National Selfie Gallery Opens, Pucker Up


A truly modern form of portraiture has officially “arrived” as the National Selfie Gallery opens in London, showcasing the humble camera phone pic as an elevated form of art.

The National Selfie Gallery sounds like a silly name given its seriousness of title and the casual nature of what we know as the “selfie.” But selfies are not exclusive to the internet era, nor even the social media age.

Long before duckface covered sites where people share their own self-portraits, artists have long embraced photographing themselves and showing the world or an audience how they look to their own eyes in the mirror.

The self-portrait has been a staple of photography since there were photographers, and the “selfie” is really just a new use of a very old medium. With more boobs, by and large.

Kyle Chayka and Marina Galperina are curating the National Selfie Gallery at London’s Moving Image Contemporary Art Fair and 19 artists from the US and Europe will take part.

TIME, long a forerunner in spying interesting photography concepts, explained part of the thrust behind the selfie phenomenon — technology, of course. Selfies aren’t new, but even in the fairly recent past, creating them was prohibitive. Not only was the viewfinder an issue, but the cost of producing what was essentially a blind shot until you got it perfected was prohibitive.

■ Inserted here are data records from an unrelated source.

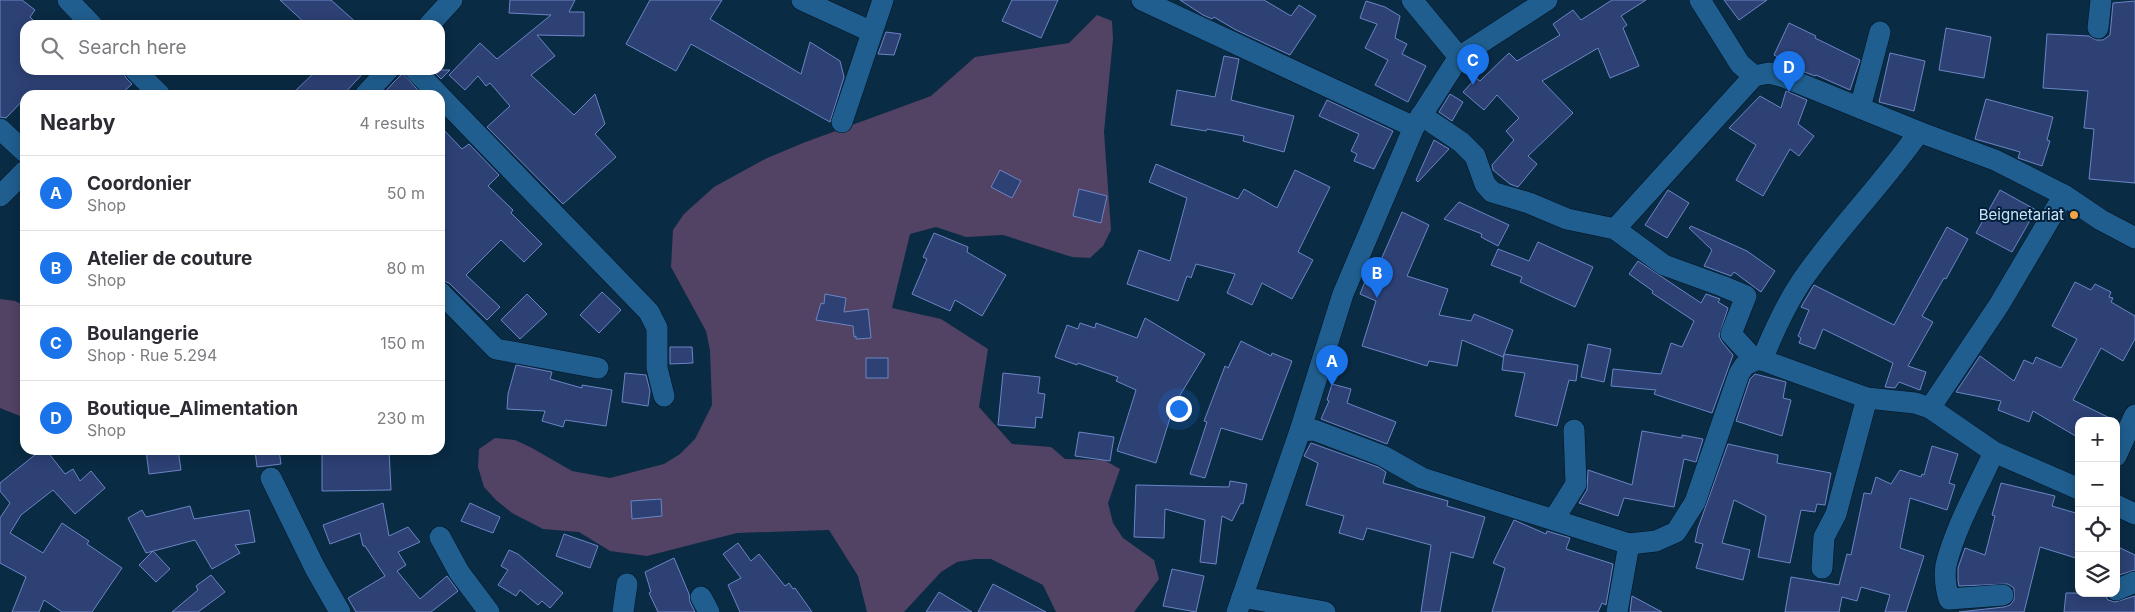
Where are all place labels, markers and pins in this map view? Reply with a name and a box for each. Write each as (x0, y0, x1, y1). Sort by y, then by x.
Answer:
pin: C (1457, 44, 1489, 85)
pin: D (1773, 51, 1805, 92)
place label: Beignetariat (1979, 205, 2064, 224)
marker: Beignetariat (2068, 209, 2080, 221)
pin: B (1361, 257, 1393, 298)
pin: A (1316, 345, 1348, 386)

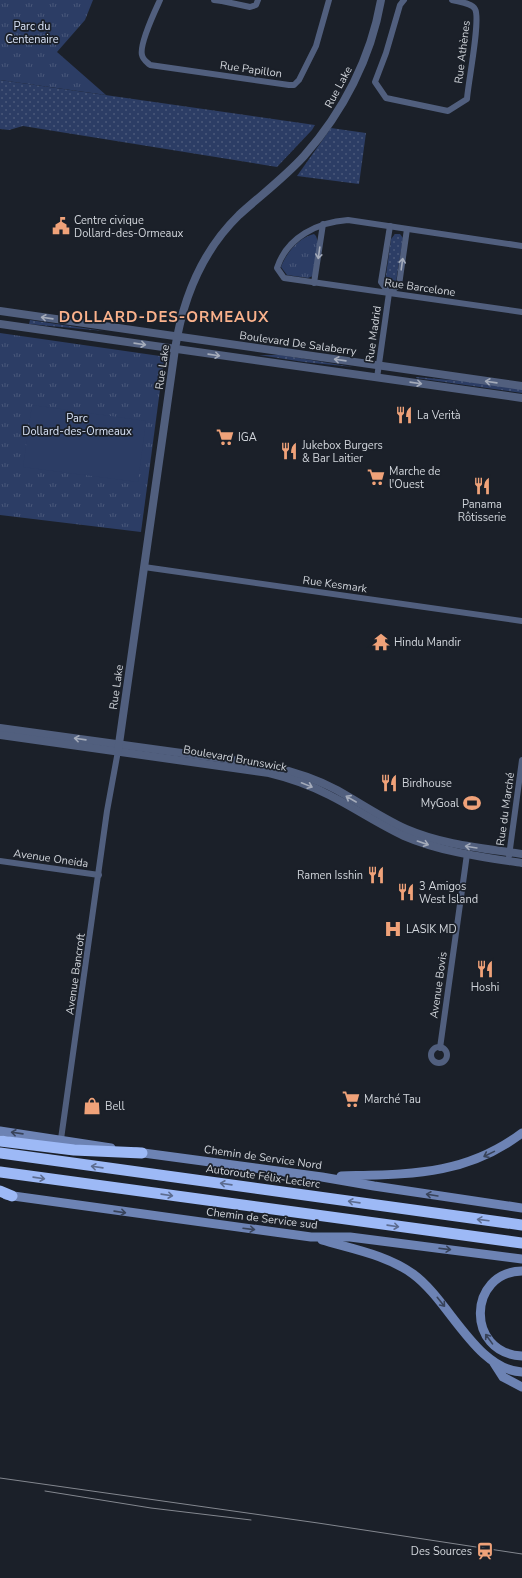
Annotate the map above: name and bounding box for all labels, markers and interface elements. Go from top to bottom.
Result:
park label: Parc du Centenaire [5,19,59,47]
street label: Rue Athènes [451,20,474,84]
street label: Rue Papillon [219,58,283,81]
street label: Rue Lake [321,64,356,111]
place label: Centre civique Dollard-des-Ormeaux [74,213,184,241]
public building icon: Centre civique Dollard-des-Ormeaux [51,216,71,236]
one-way arrow [315,247,323,260]
one-way arrow [398,258,406,271]
street label: Rue Barcelone [383,275,457,300]
street label: Rue Madrid [362,305,385,363]
district label: DOLLARD-DES-ORMEAUX [59,307,269,327]
one-way arrow [41,314,54,322]
street label: Boulevard De Salaberry [239,328,358,359]
one-way arrow [133,340,146,348]
street label: Rue Lake [152,343,173,391]
one-way arrow [207,351,220,359]
one-way arrow [334,356,347,364]
one-way arrow [485,378,498,386]
one-way arrow [409,379,422,387]
restaurant icon: La Verità [394,405,414,425]
place label: La Verità [417,408,461,423]
park label: Parc Dollard-des-Ormeaux [22,411,132,439]
supermarket icon: IGA [215,427,235,447]
place label: IGA [238,430,257,445]
place label: Jukebox Burgers & Bar Laitier [301,438,383,466]
restaurant icon: Jukebox Burgers & Bar Laitier [279,441,299,461]
place label: Marche de l'Ouest [389,464,441,492]
supermarket icon: Marche de l'Ouest [366,467,386,487]
restaurant icon: Panama Rôtisserie [472,476,492,496]
place label: Panama Rôtisserie [458,497,506,525]
street label: Rue Kesmark [302,573,369,596]
temple icon: Hindu Mandir [371,632,391,652]
place label: Hindu Mandir [394,635,461,650]
street label: Rue Lake [106,663,127,711]
one-way arrow [74,735,87,743]
street label: Boulevard Brunswick [182,742,288,775]
street label: Rue du Marché [493,771,518,847]
restaurant icon: Birdhouse [379,773,399,793]
place label: Birdhouse [402,776,452,791]
one-way arrow [301,782,313,790]
sports icon: MyGoal [462,793,482,813]
one-way arrow [345,794,357,802]
place label: MyGoal [421,796,460,811]
one-way arrow [417,840,430,847]
one-way arrow [465,843,478,851]
street label: Avenue Oneida [12,846,90,871]
restaurant icon: Ramen Isshin [366,865,386,885]
place label: Ramen Isshin [297,868,363,883]
place label: 3 Amigos West Island [419,879,478,907]
restaurant icon: 3 Amigos West Island [396,882,416,902]
hospital icon: LASIK MD [383,919,403,939]
place label: LASIK MD [406,922,457,937]
street label: Avenue Bancroft [62,932,89,1016]
street label: Avenue Bovis [426,951,451,1019]
restaurant icon: Hoshi [475,959,495,979]
place label: Hoshi [471,980,499,995]
supermarket icon: Marché Tau [341,1089,361,1109]
place label: Marché Tau [364,1092,421,1107]
shop icon: Bell [82,1096,102,1116]
place label: Bell [105,1099,126,1114]
one-way arrow [11,1129,24,1137]
street label: Chemin de Service Nord [203,1142,323,1173]
one-way arrow [483,1151,495,1158]
street label: Autoroute Félix-Leclerc [205,1161,321,1192]
one-way arrow [91,1163,104,1170]
one-way arrow [32,1174,45,1181]
one-way arrow [220,1180,233,1188]
one-way arrow [160,1191,173,1199]
one-way arrow [425,1191,438,1199]
one-way arrow [348,1198,361,1206]
street label: Chemin de Service sud [205,1204,319,1233]
one-way arrow [113,1208,126,1216]
one-way arrow [477,1216,490,1224]
one-way arrow [386,1222,399,1230]
one-way arrow [242,1225,255,1233]
one-way arrow [438,1245,451,1253]
one-way arrow [437,1297,446,1308]
one-way arrow [485,1334,493,1345]
station icon: Des Sources [475,1541,495,1561]
place label: Des Sources [411,1544,472,1559]

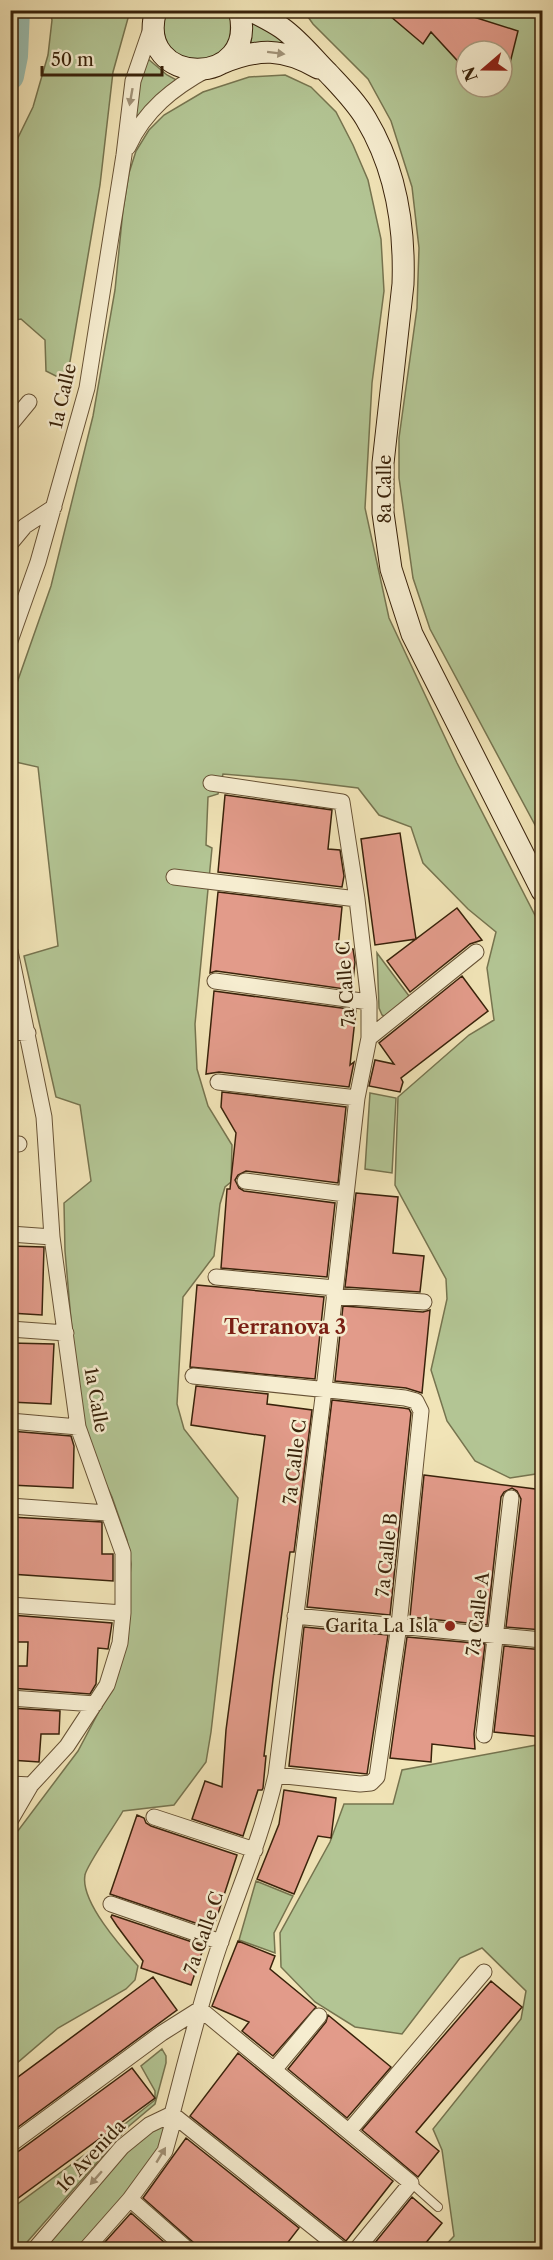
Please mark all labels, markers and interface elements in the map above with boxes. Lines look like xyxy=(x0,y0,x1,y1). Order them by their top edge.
scale bar xyxy=(42,39,162,77)
north arrow xyxy=(454,39,514,99)
one-way arrow xyxy=(267,48,286,58)
text: 50 m xyxy=(51,49,94,71)
text: N xyxy=(458,64,482,84)
one-way arrow xyxy=(126,87,135,106)
street label: 1a Calle xyxy=(45,361,81,431)
street label: 8a Calle xyxy=(374,455,396,523)
street label: 7a Calle C xyxy=(332,940,360,1028)
district label: Terranova 3 xyxy=(224,1315,346,1339)
street label: 1a Calle xyxy=(79,1366,113,1434)
street label: 7a Calle C xyxy=(279,1418,311,1506)
street label: 7a Calle B xyxy=(372,1512,402,1598)
street label: 7a Calle A xyxy=(462,1570,494,1657)
place label: Garita La Isla xyxy=(325,1615,439,1637)
marker: Garita La Isla xyxy=(443,1619,457,1633)
street label: 7a Calle C xyxy=(180,1889,228,1977)
street label: 16 Avenida xyxy=(52,2115,130,2197)
one-way arrow xyxy=(156,2147,167,2163)
one-way arrow xyxy=(89,2170,103,2185)

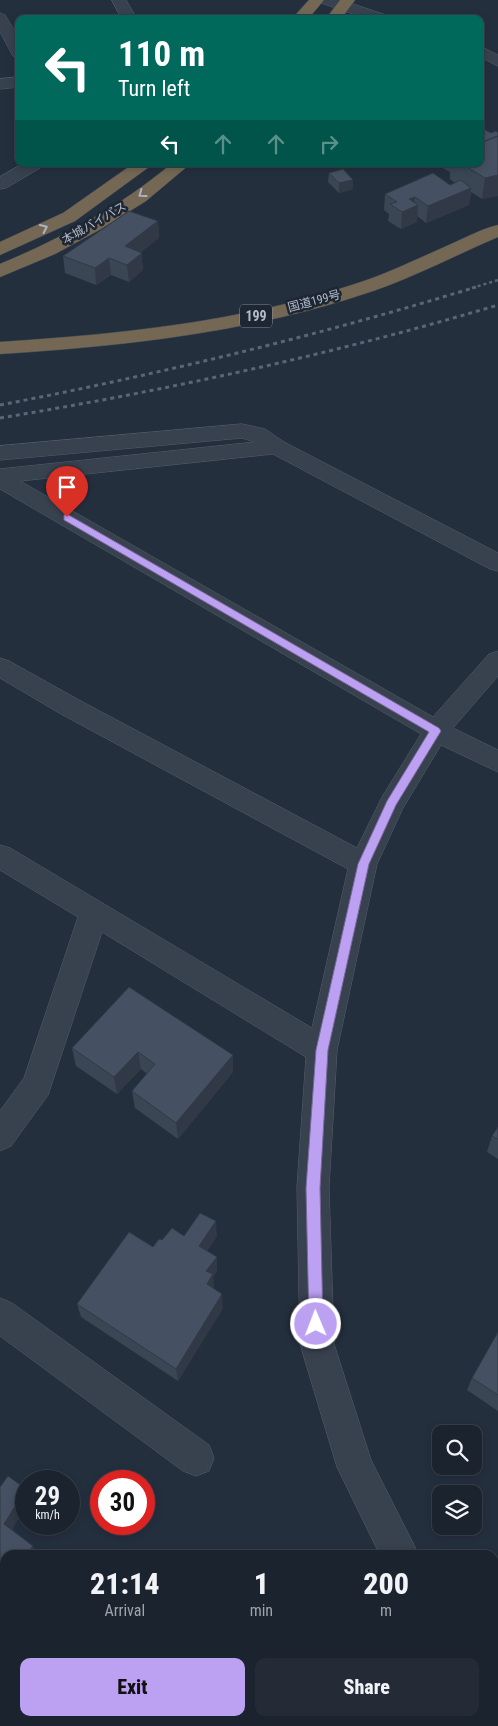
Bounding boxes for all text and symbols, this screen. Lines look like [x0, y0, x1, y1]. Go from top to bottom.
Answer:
text: 110 m [118, 34, 205, 75]
icon: left [35, 35, 100, 100]
text: Turn left [118, 76, 190, 101]
icon: left [156, 130, 184, 158]
icon: ahead [209, 130, 237, 158]
icon: ahead [262, 130, 290, 158]
icon: right [315, 130, 343, 158]
one-way arrow [138, 188, 148, 197]
street label: 本城バイパス [59, 199, 129, 247]
one-way arrow [39, 224, 48, 234]
street label: 国道199号 [286, 287, 342, 315]
road number: 199 [240, 304, 272, 328]
pin [46, 466, 88, 517]
icon: arrive [53, 473, 81, 501]
position arrow [289, 1297, 341, 1349]
map controls [432, 1425, 482, 1535]
button: search [432, 1425, 482, 1475]
speed limit sign: 30 [90, 1470, 155, 1535]
text: 29 [35, 1482, 60, 1511]
button: layers [432, 1485, 482, 1535]
text: km/h [35, 1508, 60, 1522]
text: 21:14 [90, 1566, 160, 1601]
text: 1 [254, 1566, 269, 1601]
text: 200 [363, 1566, 409, 1601]
text: Arrival [104, 1601, 145, 1620]
text: min [250, 1601, 273, 1620]
text: m [380, 1601, 392, 1620]
button: Exit [20, 1658, 245, 1716]
button: Share [255, 1658, 479, 1716]

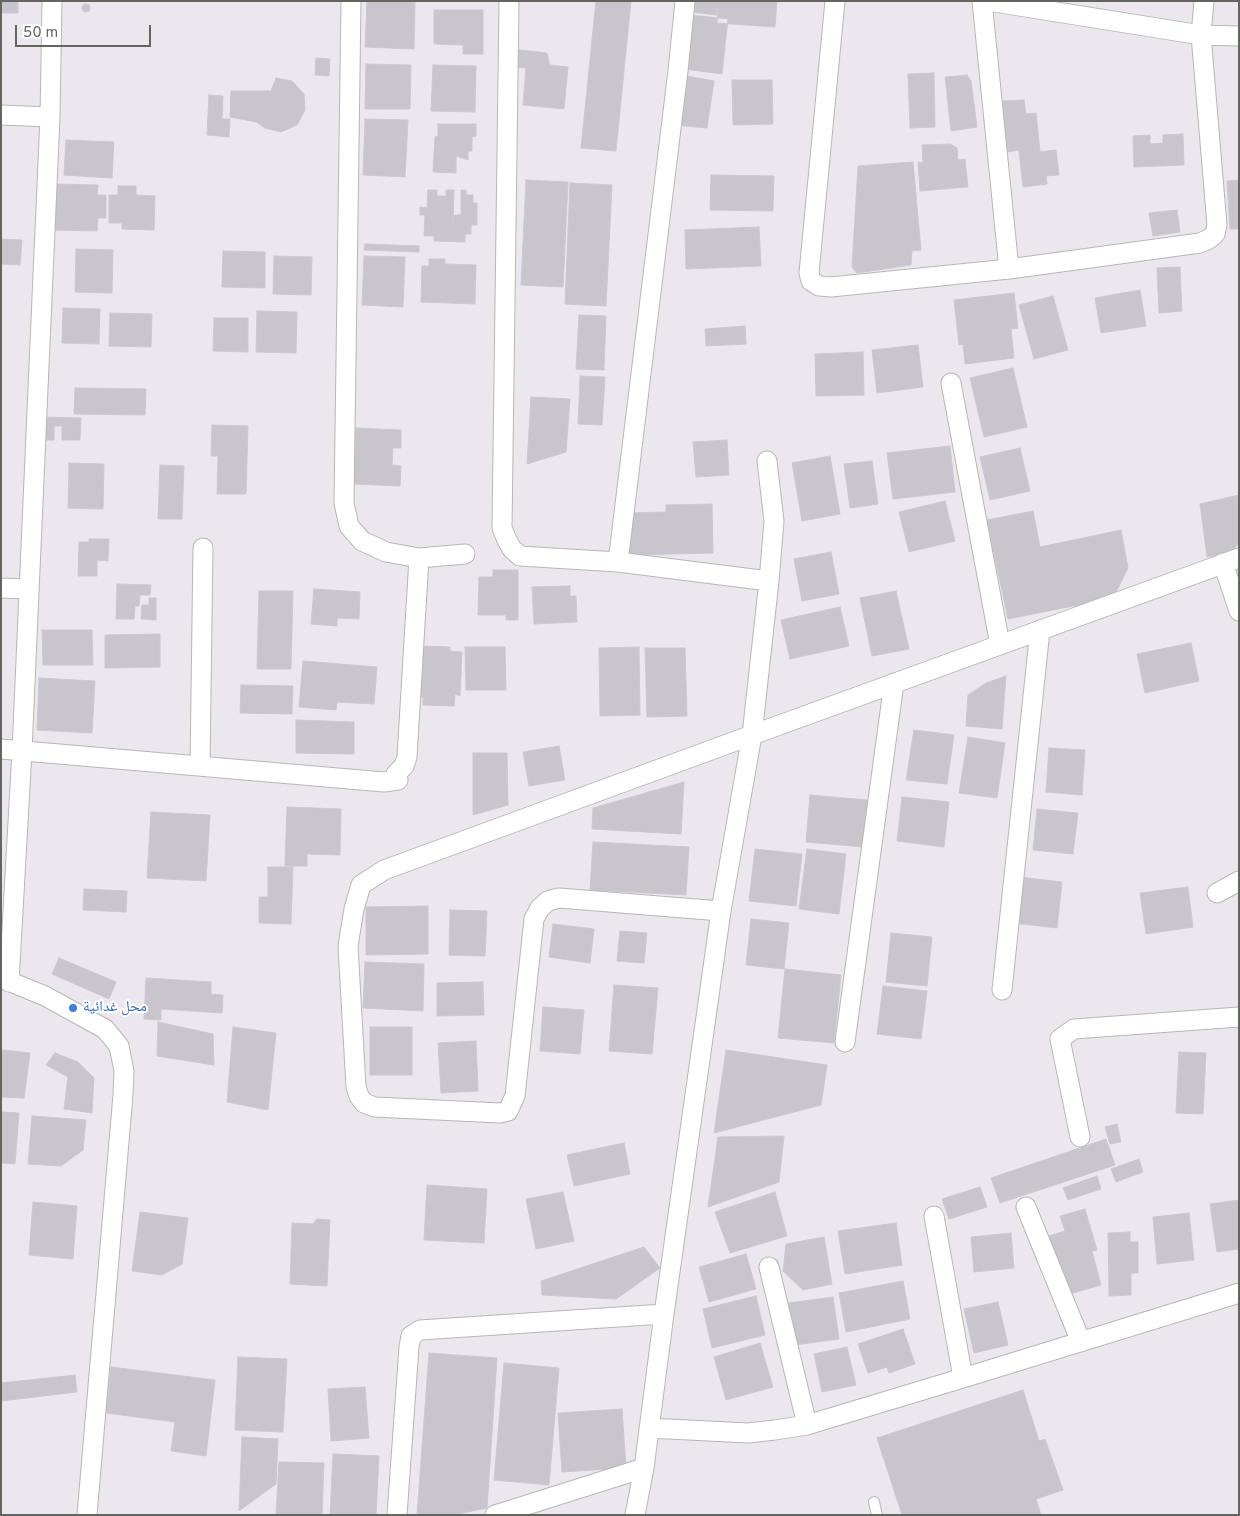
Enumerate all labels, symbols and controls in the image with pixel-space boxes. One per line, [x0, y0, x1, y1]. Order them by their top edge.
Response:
scale bar [18, 15, 154, 47]
text: 50 m [23, 24, 58, 43]
place label: محل غدائية [83, 999, 147, 1017]
marker: محل غدائية [67, 1002, 79, 1014]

And even then, where would you post it?

Now, the mag turned site explains, anyone can do a self-portrait — and anyone can share it:

“The barriers for entry, however, (like artistic ability, or the need for a canvas, an easel, a darkroom, a patron) have all but disappeared. The channels for exhibition or dissemination are far more open, infinitesimal and unpredictable, and greater still is the likelihood that our representations are removed from their original context and forced into another.”

Chayka told the site:

“The selfie departs from self-portraiture in that the format is improvised and fast, where most self-portraiture of the past takes the form of laborious paintings. I think smartphone selfies come out of the same impulse as Rembrandt’s though — to make yourself look awesome.”